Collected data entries
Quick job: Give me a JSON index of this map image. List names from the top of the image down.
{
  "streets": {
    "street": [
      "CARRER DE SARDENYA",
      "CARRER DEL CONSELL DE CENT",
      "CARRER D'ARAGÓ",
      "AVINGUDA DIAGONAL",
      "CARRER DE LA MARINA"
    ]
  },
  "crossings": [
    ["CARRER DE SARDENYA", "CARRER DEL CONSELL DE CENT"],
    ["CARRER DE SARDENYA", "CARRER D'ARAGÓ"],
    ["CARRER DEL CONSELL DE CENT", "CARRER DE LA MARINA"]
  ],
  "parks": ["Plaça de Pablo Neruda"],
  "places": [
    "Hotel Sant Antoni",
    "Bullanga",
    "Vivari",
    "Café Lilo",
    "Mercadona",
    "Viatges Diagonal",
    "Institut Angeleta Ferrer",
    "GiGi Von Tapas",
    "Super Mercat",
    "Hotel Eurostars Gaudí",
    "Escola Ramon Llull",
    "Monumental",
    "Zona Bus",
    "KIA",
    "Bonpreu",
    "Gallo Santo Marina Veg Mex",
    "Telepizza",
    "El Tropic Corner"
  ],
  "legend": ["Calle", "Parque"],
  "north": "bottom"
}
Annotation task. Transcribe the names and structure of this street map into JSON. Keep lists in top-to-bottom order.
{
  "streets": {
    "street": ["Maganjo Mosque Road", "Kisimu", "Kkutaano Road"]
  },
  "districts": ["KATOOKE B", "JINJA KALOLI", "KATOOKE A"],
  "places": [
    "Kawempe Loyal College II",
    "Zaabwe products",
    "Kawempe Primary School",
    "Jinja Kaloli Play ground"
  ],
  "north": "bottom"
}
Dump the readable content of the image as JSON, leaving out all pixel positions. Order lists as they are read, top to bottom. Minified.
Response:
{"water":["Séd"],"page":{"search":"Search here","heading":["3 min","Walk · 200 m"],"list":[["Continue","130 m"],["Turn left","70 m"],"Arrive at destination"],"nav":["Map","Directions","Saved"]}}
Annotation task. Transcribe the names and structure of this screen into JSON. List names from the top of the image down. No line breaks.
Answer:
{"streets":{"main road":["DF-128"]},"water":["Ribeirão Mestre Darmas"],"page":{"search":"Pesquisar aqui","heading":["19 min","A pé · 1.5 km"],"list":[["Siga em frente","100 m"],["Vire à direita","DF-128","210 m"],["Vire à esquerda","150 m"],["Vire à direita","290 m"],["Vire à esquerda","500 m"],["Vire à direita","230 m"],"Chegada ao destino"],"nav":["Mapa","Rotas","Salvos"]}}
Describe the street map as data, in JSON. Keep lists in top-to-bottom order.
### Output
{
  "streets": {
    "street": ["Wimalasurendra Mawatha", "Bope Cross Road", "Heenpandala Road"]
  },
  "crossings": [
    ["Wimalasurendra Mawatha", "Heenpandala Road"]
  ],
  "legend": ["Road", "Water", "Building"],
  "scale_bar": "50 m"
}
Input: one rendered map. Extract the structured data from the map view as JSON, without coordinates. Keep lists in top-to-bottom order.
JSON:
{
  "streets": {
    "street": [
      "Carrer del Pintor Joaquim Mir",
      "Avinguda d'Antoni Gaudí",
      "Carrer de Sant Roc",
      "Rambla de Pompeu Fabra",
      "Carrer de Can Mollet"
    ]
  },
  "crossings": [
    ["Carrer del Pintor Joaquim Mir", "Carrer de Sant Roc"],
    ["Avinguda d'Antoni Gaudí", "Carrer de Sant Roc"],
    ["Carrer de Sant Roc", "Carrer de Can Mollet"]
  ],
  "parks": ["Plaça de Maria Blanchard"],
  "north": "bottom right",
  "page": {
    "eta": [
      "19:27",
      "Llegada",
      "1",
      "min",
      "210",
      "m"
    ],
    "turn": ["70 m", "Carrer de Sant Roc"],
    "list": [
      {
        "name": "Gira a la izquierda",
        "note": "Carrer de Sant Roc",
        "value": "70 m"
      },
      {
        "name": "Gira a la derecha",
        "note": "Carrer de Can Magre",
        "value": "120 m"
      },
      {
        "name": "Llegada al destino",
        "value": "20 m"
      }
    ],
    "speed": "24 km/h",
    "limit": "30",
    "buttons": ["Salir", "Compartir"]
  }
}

• [Task instructions]:
Look above for the line with "Dump the readable" and the line with "Input: one rendered". Write out those two lines and all the lines between them, exactly, and no others.

• [Answer section]:
Dump the readable content of the image as JSON, leaving out all pixel positions. Order lists as they are read, top to bottom. Minified.
Response:
{"water":["Séd"],"page":{"search":"Search here","heading":["3 min","Walk · 200 m"],"list":[["Continue","130 m"],["Turn left","70 m"],"Arrive at destination"],"nav":["Map","Directions","Saved"]}}
Annotation task. Transcribe the names and structure of this screen into JSON. List names from the top of the image down. No line breaks.
Answer:
{"streets":{"main road":["DF-128"]},"water":["Ribeirão Mestre Darmas"],"page":{"search":"Pesquisar aqui","heading":["19 min","A pé · 1.5 km"],"list":[["Siga em frente","100 m"],["Vire à direita","DF-128","210 m"],["Vire à esquerda","150 m"],["Vire à direita","290 m"],["Vire à esquerda","500 m"],["Vire à direita","230 m"],"Chegada ao destino"],"nav":["Mapa","Rotas","Salvos"]}}
Describe the street map as data, in JSON. Keep lists in top-to-bottom order.
### Output
{
  "streets": {
    "street": ["Wimalasurendra Mawatha", "Bope Cross Road", "Heenpandala Road"]
  },
  "crossings": [
    ["Wimalasurendra Mawatha", "Heenpandala Road"]
  ],
  "legend": ["Road", "Water", "Building"],
  "scale_bar": "50 m"
}
Input: one rendered map. Extract the structured data from the map view as JSON, without coordinates. Keep lists in top-to-bottom order.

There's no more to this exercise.